Engineering Checks Before You Build
Position control only works well when the mechanical, electrical, and software assumptions agree. Before putting the actuator into service, work through the following checks.
| Check | Why it matters | How to verify |
|---|---|---|
| Force margin | An undersized actuator may stall before reaching position. | Calculate the load and geometry. For linear loads, compare against the approach in the Motor Sizing for Linear Motion guide. |
| Power supply headroom | Voltage sag can reset electronics or corrupt feedback readings. | Measure supply voltage during motion and during the highest expected load. Confirm the supply and wiring are rated appropriately. |
| Duty cycle | Repeated moves can overheat a motor even if each move works once. | Estimate on-time and rest time with the Actuator Duty Cycle Calculator. |
| Mechanical stops | Software can fail, wiring can loosen, and commands can be wrong. | Use physical stops and limit switches so the actuator cannot damage the structure if a count is lost. |
| Feedback integrity | Noise or missing pulses causes position drift. | Watch the count in Serial Monitor while moving at different speeds and loads. The count should change smoothly in one direction. |
| Pinch and crush hazards | Linear actuators can create high forces at slow speeds. | Guard moving parts, use emergency stop provisions, and keep hands clear during testing. |
Applications and Ways to Expand the Design
Once the single-actuator version is working, the same concept can be used in larger systems. A PC application can send target positions over USB. A Raspberry Pi can send serial commands while the Arduino handles real-time pulse counting. Buttons, switches, Bluetooth modules, or touchscreen controls can be added as the command interface. If your project needs more than one input method, the Multiple Control Inputs for Linear Actuators guide explains how to think through command priority and safe behavior.
Multiple actuators
For two or more actuators, do not simply connect motors in parallel and hope they stay synchronized. Even identical actuators can move at slightly different speeds under different loads. A synchronized system needs a feedback count for each actuator, a driver channel for each motor, and software that compares each actuator to its own target. When the actuators share a mechanical frame, add fault handling so one actuator stops if another lags too far behind. For background on wiring configurations and current sharing, see the Parallel and Series Actuator Configuration Calculator.
Preset positions
Many projects do not need arbitrary numeric commands in daily use. They need repeatable presets such as closed, half open, and fully open. After calibration, store those target counts as constants or in EEPROM. A simple command layer can map buttons to counts: button 1 goes to home, button 2 goes to service height, and button 3 goes to full extension. Keep a manual override and a homing routine so the system can recover if the stored position no longer matches reality.
Improved pulse capture
The example code polls the feedback input in the main loop. Polling is easy to read, but it can miss pulses if the loop becomes busy or if the actuator feedback frequency is high. A stronger implementation uses an interrupt on the feedback pin so the count updates immediately when an edge occurs. When using interrupts, keep the interrupt service routine short: update a volatile count variable and do the motor decisions in the main loop.
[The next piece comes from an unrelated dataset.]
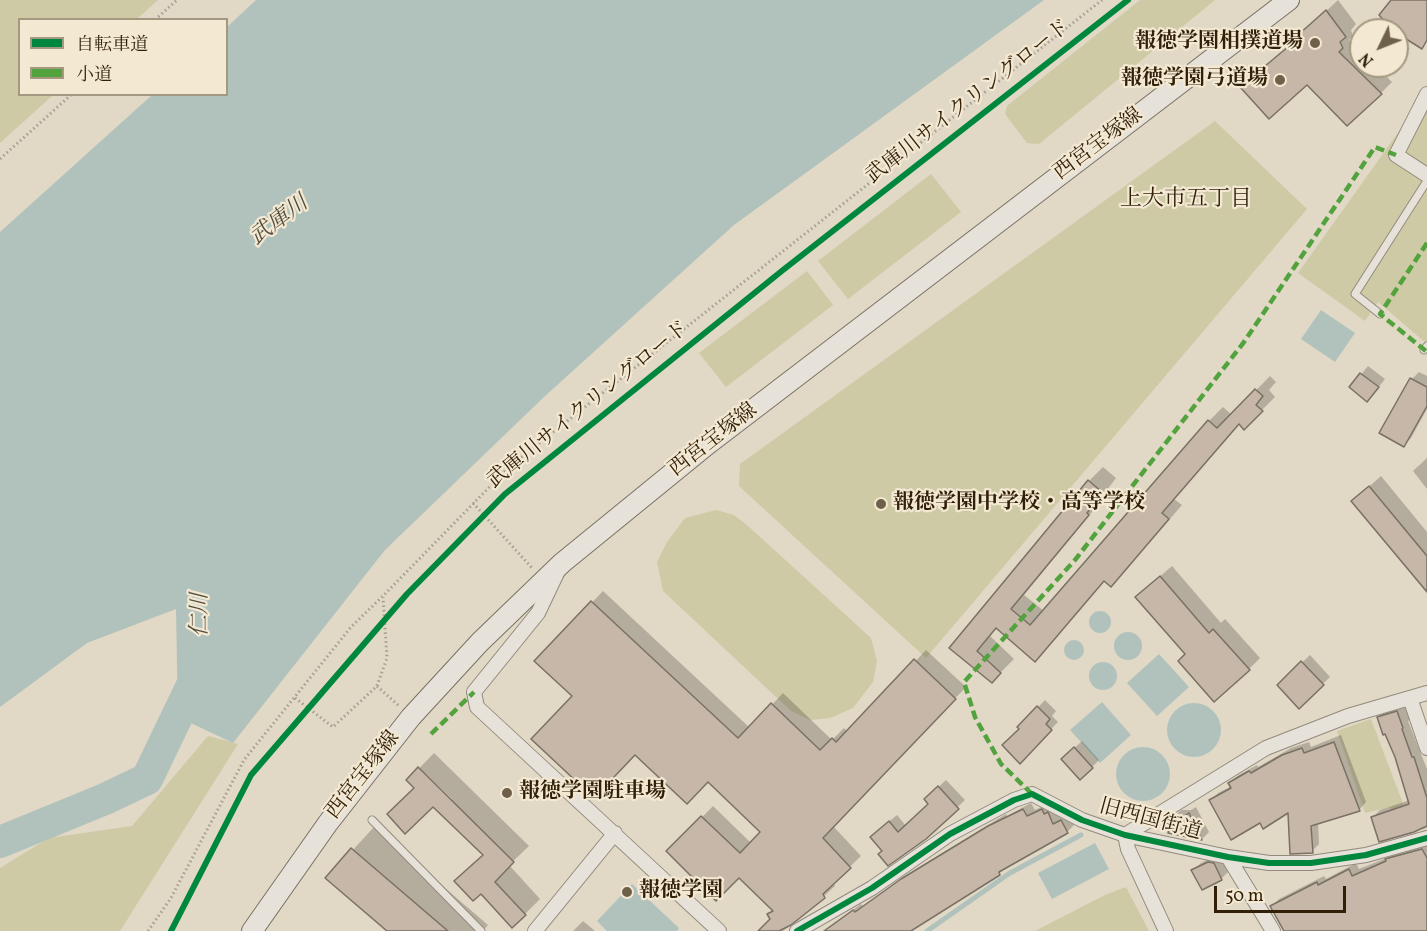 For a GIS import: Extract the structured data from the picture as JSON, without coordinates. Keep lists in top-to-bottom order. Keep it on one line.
{"streets":{"main road":["西宮宝塚線"],"street":["旧西国街道"],"cycle path":["武庫川サイクリングロード"]},"districts":["上大市五丁目"],"water":["武庫川","仁川"],"places":["報徳学園相撲道場","報徳学園弓道場","報徳学園中学校・高等学校","報徳学園駐車場","報徳学園"],"legend":["自転車道","小道"],"scale_bar":"50 m","north":"bottom left"}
Troubleshooting Common Problems
The actuator does not move
First check motor power, not the Arduino code. Confirm the actuator voltage rating, power supply output, fuse, driver enable pins, and driver wiring. Measure voltage at the driver motor output while a command is active. If the Arduino prints the target but the motor output never changes, the issue is likely driver logic wiring or code pin assignment. If the driver output changes but the actuator does not move, check motor wiring, supply current capacity, and mechanical binding.
The actuator moves the wrong direction
If a higher target makes the actuator retract, your direction convention is inverted. Swap the motor leads at the driver output or swap the software outputs associated with extend and retract. After changing direction, retest the feedback count. The count should increase when the actuator moves in the direction you define as positive.
The count changes when the actuator is not moving
False counts usually indicate electrical noise, a floating input, or poor grounding. Confirm the feedback signal has the correct pull-up or output type for your actuator. Keep feedback wiring away from motor wiring. Connect grounds correctly. If needed, add filtering in hardware or software, but do not hide a severe wiring problem with code.
The position drifts over repeated moves
Drift can come from missed pulses, false pulses, backlash, or starting without a known home. Add a homing switch, use interrupt-based pulse counting, slow the final approach, and compare measured physical position after repeated extend/retract cycles. If drift appears only under load, check for voltage sag and mechanical flex.
The actuator stops short under load
A stop-short condition can mean the actuator stalled, the power supply current limit activated, or the driver overheated. Measure current and voltage during the move. If the required force is uncertain, revisit the mechanical calculation. A lever or angled installation can multiply the required actuator force well beyond the payload weight.
Frequently Asked Questions
Can this code be used with any linear actuator?
No. It requires a position feedback signal or an added external sensor. A basic two-wire actuator can move through a driver, but the Arduino cannot know its position without feedback.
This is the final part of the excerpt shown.